La splendeur de cette cathédrale me plonge dans la mélancolie. Je me dis que la foi, quand elle décide de construire au lieu de détruire, est une bien belle chose. Pourtant, ni création ni destruction ne prouveront jamais l’existence ou la non-existance de Dieu… Seulement celle de l’homme, éternellement génial et dégueulasse… Méditant sur les six siècles nécessaires pour achever ce Duomo, et tout en observant les ouvriers qui continuent de travailler sur son toit, je ne peux m’empêcher de penser que Daesh, avec des masses adéquates, des bazookas et quelques bâtons de dynamite, pourrait en avoir raison en deux jours, drôles d’idées, hein, mais qu’y puis-je.

Nous regardons la queue devant le portail d’entrée.

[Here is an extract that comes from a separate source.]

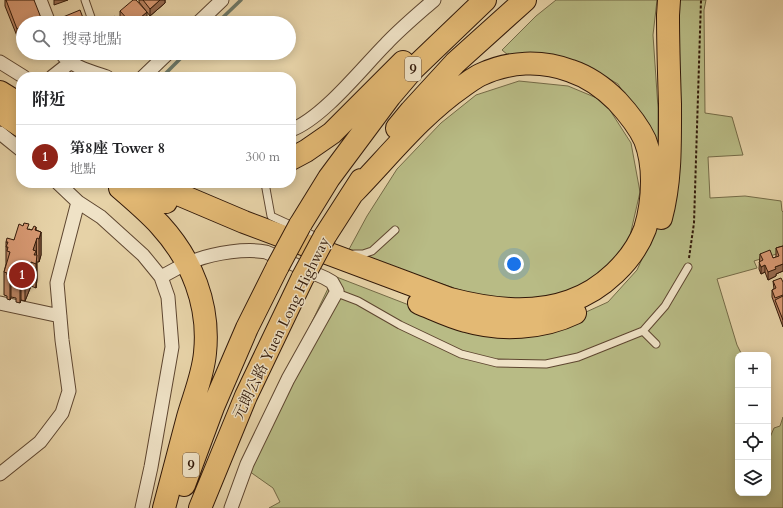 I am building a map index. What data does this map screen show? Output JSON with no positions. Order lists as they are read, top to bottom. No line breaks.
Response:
{"streets":{"highway":["9","元朗公路 Yuen Long Highway"]},"page":{"search":"搜尋地點","heading":"附近","list":[{"mark":"1","name":"第8座 Tower 8","note":"地點","value":"300 m"}],"pins":"1","map_buttons":["+","−"]}}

Des femmes se font refouler parce que leurs épaules sont nues, incontestable insulte à Dieu. Cela nous fournit, à ma fille et moi, assis au soleil sur la place, le prétexte d’intéressants débats théologiques : au commencement était la différence physiologique essentielle entre les hommes et les femmes, ce sont les femmes qui portent le bébé dans leur corps. Donc, une mère est toujours certaine d’être mère, tandis qu’un père gardera toujours un léger doute.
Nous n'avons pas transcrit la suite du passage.